→ What is expected:
Every line of the material below should be output exactly as written, with the images skipped.

→ Given data:
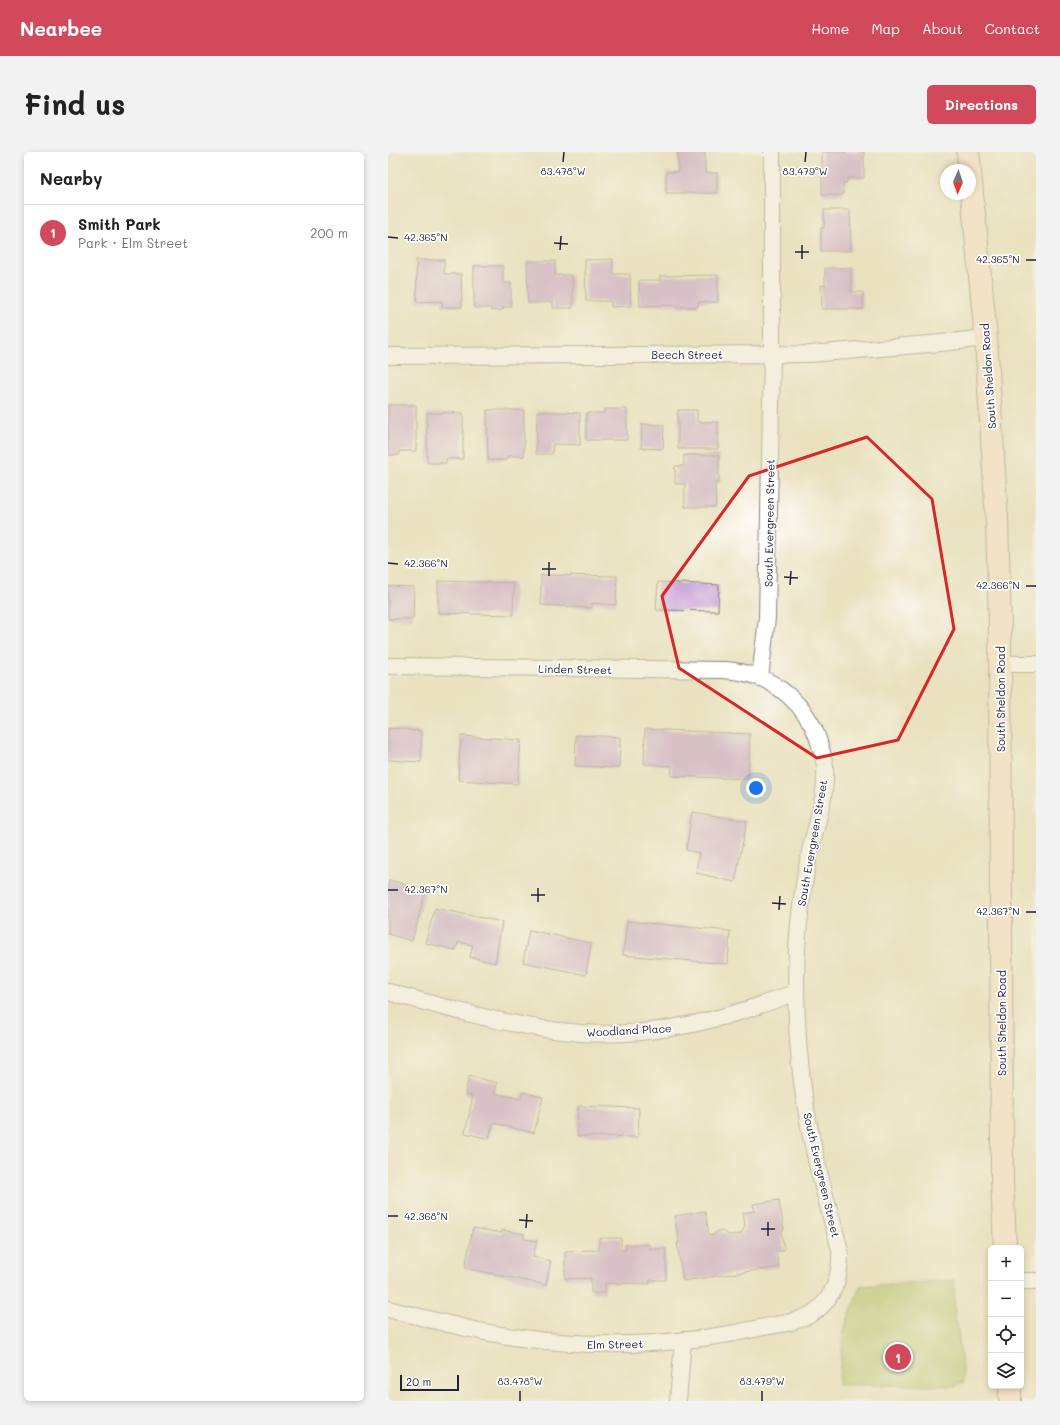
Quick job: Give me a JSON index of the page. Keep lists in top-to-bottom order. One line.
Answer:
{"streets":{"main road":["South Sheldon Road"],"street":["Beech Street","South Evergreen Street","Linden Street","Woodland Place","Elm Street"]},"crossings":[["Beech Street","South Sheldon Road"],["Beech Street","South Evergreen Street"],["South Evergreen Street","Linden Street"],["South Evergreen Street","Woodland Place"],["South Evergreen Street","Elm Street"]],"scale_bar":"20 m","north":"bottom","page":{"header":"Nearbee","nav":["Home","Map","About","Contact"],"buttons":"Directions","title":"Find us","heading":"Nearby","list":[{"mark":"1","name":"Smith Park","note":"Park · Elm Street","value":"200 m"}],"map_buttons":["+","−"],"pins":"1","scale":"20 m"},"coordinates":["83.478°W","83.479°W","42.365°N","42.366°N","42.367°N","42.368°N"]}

→ Response to the exercise:
Quick job: Give me a JSON index of the page. Keep lists in top-to-bottom order. One line.
Answer:
{"streets":{"main road":["South Sheldon Road"],"street":["Beech Street","South Evergreen Street","Linden Street","Woodland Place","Elm Street"]},"crossings":[["Beech Street","South Sheldon Road"],["Beech Street","South Evergreen Street"],["South Evergreen Street","Linden Street"],["South Evergreen Street","Woodland Place"],["South Evergreen Street","Elm Street"]],"scale_bar":"20 m","north":"bottom","page":{"header":"Nearbee","nav":["Home","Map","About","Contact"],"buttons":"Directions","title":"Find us","heading":"Nearby","list":[{"mark":"1","name":"Smith Park","note":"Park · Elm Street","value":"200 m"}],"map_buttons":["+","−"],"pins":"1","scale":"20 m"},"coordinates":["83.478°W","83.479°W","42.365°N","42.366°N","42.367°N","42.368°N"]}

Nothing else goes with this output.